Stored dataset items

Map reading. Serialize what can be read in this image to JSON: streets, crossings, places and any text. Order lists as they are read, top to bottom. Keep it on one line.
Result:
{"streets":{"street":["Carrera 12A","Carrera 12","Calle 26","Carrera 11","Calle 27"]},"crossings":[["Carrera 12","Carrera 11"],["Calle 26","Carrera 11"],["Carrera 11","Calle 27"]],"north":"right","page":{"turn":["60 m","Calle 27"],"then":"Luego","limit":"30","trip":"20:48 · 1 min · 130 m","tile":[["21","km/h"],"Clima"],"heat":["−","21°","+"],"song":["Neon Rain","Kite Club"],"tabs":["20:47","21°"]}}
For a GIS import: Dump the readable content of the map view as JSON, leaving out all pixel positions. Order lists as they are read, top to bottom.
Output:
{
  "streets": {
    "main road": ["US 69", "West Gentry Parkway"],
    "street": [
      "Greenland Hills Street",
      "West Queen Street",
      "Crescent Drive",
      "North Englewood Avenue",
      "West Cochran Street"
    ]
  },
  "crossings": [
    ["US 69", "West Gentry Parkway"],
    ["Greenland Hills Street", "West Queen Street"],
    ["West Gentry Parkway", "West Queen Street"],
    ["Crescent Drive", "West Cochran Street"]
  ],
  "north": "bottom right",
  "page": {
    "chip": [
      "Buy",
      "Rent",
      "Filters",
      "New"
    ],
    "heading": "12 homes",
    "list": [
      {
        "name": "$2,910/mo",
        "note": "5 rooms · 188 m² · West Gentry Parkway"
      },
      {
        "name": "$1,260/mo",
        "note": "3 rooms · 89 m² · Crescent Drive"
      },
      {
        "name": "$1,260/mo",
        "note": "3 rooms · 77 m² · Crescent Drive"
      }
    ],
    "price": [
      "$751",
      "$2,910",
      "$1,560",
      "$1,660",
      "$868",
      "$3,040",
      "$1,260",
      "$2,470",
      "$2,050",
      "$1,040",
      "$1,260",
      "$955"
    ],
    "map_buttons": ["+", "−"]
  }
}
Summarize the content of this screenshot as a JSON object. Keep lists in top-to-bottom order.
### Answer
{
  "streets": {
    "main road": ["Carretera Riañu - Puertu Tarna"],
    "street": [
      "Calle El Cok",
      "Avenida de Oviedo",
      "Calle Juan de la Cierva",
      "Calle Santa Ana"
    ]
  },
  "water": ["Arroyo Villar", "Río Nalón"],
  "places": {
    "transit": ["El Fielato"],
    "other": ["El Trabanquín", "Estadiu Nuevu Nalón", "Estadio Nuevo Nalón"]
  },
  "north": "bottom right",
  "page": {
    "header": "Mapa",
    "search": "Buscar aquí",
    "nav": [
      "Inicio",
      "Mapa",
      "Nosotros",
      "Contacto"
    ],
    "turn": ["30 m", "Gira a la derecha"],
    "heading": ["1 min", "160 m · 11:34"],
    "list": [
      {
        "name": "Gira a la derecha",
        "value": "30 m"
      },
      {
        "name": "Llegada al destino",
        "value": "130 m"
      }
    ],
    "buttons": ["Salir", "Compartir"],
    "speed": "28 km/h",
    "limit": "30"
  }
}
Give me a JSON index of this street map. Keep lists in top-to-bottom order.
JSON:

**Prompt:**
All of the entries must be written out exactly as they stand.

**Output:**
Map reading. Serialize what can be read in this image to JSON: streets, crossings, places and any text. Order lists as they are read, top to bottom. Keep it on one line.
Result:
{"streets":{"street":["Carrera 12A","Carrera 12","Calle 26","Carrera 11","Calle 27"]},"crossings":[["Carrera 12","Carrera 11"],["Calle 26","Carrera 11"],["Carrera 11","Calle 27"]],"north":"right","page":{"turn":["60 m","Calle 27"],"then":"Luego","limit":"30","trip":"20:48 · 1 min · 130 m","tile":[["21","km/h"],"Clima"],"heat":["−","21°","+"],"song":["Neon Rain","Kite Club"],"tabs":["20:47","21°"]}}
For a GIS import: Dump the readable content of the map view as JSON, leaving out all pixel positions. Order lists as they are read, top to bottom.
Output:
{
  "streets": {
    "main road": ["US 69", "West Gentry Parkway"],
    "street": [
      "Greenland Hills Street",
      "West Queen Street",
      "Crescent Drive",
      "North Englewood Avenue",
      "West Cochran Street"
    ]
  },
  "crossings": [
    ["US 69", "West Gentry Parkway"],
    ["Greenland Hills Street", "West Queen Street"],
    ["West Gentry Parkway", "West Queen Street"],
    ["Crescent Drive", "West Cochran Street"]
  ],
  "north": "bottom right",
  "page": {
    "chip": [
      "Buy",
      "Rent",
      "Filters",
      "New"
    ],
    "heading": "12 homes",
    "list": [
      {
        "name": "$2,910/mo",
        "note": "5 rooms · 188 m² · West Gentry Parkway"
      },
      {
        "name": "$1,260/mo",
        "note": "3 rooms · 89 m² · Crescent Drive"
      },
      {
        "name": "$1,260/mo",
        "note": "3 rooms · 77 m² · Crescent Drive"
      }
    ],
    "price": [
      "$751",
      "$2,910",
      "$1,560",
      "$1,660",
      "$868",
      "$3,040",
      "$1,260",
      "$2,470",
      "$2,050",
      "$1,040",
      "$1,260",
      "$955"
    ],
    "map_buttons": ["+", "−"]
  }
}
Summarize the content of this screenshot as a JSON object. Keep lists in top-to-bottom order.
### Answer
{
  "streets": {
    "main road": ["Carretera Riañu - Puertu Tarna"],
    "street": [
      "Calle El Cok",
      "Avenida de Oviedo",
      "Calle Juan de la Cierva",
      "Calle Santa Ana"
    ]
  },
  "water": ["Arroyo Villar", "Río Nalón"],
  "places": {
    "transit": ["El Fielato"],
    "other": ["El Trabanquín", "Estadiu Nuevu Nalón", "Estadio Nuevo Nalón"]
  },
  "north": "bottom right",
  "page": {
    "header": "Mapa",
    "search": "Buscar aquí",
    "nav": [
      "Inicio",
      "Mapa",
      "Nosotros",
      "Contacto"
    ],
    "turn": ["30 m", "Gira a la derecha"],
    "heading": ["1 min", "160 m · 11:34"],
    "list": [
      {
        "name": "Gira a la derecha",
        "value": "30 m"
      },
      {
        "name": "Llegada al destino",
        "value": "130 m"
      }
    ],
    "buttons": ["Salir", "Compartir"],
    "speed": "28 km/h",
    "limit": "30"
  }
}
Give me a JSON index of this street map. Keep lists in top-to-bottom order.
JSON:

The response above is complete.